▶ Directions: Each line below should be copied exactly as it stands.

▶ Data segment:
= Beginning of Section =
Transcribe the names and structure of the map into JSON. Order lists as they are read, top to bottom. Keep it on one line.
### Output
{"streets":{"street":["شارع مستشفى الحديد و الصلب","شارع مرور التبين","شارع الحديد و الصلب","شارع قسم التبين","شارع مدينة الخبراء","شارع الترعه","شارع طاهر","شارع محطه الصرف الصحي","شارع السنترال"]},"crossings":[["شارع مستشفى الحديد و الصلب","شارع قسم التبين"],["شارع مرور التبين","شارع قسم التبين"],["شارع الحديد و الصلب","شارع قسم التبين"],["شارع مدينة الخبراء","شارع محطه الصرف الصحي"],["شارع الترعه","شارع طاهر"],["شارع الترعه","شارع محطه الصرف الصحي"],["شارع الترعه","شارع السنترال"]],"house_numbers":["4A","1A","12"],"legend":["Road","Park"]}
= End of Section =
▶ The answer:
Transcribe the names and structure of the map into JSON. Order lists as they are read, top to bottom. Keep it on one line.
### Output
{"streets":{"street":["شارع مستشفى الحديد و الصلب","شارع مرور التبين","شارع الحديد و الصلب","شارع قسم التبين","شارع مدينة الخبراء","شارع الترعه","شارع طاهر","شارع محطه الصرف الصحي","شارع السنترال"]},"crossings":[["شارع مستشفى الحديد و الصلب","شارع قسم التبين"],["شارع مرور التبين","شارع قسم التبين"],["شارع الحديد و الصلب","شارع قسم التبين"],["شارع مدينة الخبراء","شارع محطه الصرف الصحي"],["شارع الترعه","شارع طاهر"],["شارع الترعه","شارع محطه الصرف الصحي"],["شارع الترعه","شارع السنترال"]],"house_numbers":["4A","1A","12"],"legend":["Road","Park"]}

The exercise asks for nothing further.